[Directions]: Report, as a bare number, how many lines in the data contain "this".
(Beginning of Raw data)
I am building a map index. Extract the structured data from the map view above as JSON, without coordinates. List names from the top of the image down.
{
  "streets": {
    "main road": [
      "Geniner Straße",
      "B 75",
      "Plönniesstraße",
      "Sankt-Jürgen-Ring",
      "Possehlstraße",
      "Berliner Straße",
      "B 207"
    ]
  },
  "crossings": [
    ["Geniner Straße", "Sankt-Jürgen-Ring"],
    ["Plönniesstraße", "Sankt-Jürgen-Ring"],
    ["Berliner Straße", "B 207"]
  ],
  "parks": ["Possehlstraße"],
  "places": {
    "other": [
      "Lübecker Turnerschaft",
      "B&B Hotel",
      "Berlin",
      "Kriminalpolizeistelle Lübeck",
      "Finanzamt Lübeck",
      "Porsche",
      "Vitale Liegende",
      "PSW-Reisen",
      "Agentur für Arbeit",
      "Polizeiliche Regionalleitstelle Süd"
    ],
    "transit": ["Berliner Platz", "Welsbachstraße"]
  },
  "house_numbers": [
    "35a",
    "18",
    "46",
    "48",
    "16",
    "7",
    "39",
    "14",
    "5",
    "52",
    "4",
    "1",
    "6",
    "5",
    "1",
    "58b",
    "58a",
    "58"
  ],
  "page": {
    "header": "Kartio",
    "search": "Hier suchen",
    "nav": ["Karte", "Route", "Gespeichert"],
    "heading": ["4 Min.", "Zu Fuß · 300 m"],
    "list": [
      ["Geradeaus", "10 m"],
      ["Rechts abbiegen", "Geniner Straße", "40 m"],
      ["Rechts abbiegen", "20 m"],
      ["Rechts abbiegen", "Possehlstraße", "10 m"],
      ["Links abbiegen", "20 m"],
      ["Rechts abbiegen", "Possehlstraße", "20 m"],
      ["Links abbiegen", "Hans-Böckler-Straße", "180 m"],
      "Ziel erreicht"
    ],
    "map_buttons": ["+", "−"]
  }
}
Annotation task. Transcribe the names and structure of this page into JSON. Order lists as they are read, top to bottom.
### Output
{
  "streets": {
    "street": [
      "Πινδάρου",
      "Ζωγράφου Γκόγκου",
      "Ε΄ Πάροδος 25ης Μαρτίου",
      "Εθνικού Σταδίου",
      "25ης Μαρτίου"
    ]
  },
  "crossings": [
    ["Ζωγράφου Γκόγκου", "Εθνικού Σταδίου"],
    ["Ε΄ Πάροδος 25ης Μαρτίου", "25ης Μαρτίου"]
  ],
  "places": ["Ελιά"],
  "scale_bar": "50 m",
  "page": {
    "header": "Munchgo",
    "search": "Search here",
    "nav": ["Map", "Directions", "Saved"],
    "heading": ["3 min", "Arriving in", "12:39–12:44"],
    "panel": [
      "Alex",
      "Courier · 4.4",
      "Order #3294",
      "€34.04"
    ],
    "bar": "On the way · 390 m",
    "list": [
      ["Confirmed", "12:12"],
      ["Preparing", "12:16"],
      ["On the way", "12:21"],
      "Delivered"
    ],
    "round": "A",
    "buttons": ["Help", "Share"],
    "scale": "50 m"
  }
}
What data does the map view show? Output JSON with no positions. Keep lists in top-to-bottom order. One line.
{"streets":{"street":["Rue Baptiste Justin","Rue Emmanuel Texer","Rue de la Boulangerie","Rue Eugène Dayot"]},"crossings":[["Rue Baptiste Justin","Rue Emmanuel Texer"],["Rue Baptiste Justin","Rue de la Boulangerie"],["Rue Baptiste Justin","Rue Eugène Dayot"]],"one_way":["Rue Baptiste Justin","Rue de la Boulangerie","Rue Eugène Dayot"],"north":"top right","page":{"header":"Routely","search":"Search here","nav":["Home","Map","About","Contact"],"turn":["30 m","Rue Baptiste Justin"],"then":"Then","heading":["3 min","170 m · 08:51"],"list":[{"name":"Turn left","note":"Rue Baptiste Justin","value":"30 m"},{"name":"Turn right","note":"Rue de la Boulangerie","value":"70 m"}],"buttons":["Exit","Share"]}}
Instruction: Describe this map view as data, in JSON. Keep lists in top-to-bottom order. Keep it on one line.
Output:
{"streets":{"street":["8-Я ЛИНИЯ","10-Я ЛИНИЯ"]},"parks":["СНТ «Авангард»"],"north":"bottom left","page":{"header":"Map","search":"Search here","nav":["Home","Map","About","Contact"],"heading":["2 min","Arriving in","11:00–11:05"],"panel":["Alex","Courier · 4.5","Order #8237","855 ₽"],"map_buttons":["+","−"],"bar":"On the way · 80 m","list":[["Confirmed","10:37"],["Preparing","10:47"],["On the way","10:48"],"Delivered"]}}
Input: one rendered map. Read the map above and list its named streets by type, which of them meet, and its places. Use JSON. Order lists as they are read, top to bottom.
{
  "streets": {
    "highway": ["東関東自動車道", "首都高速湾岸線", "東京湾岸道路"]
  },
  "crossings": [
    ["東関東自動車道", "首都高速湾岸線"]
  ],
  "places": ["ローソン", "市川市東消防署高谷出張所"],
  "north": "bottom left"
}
(End of Raw data)
[Finished exercise]: 2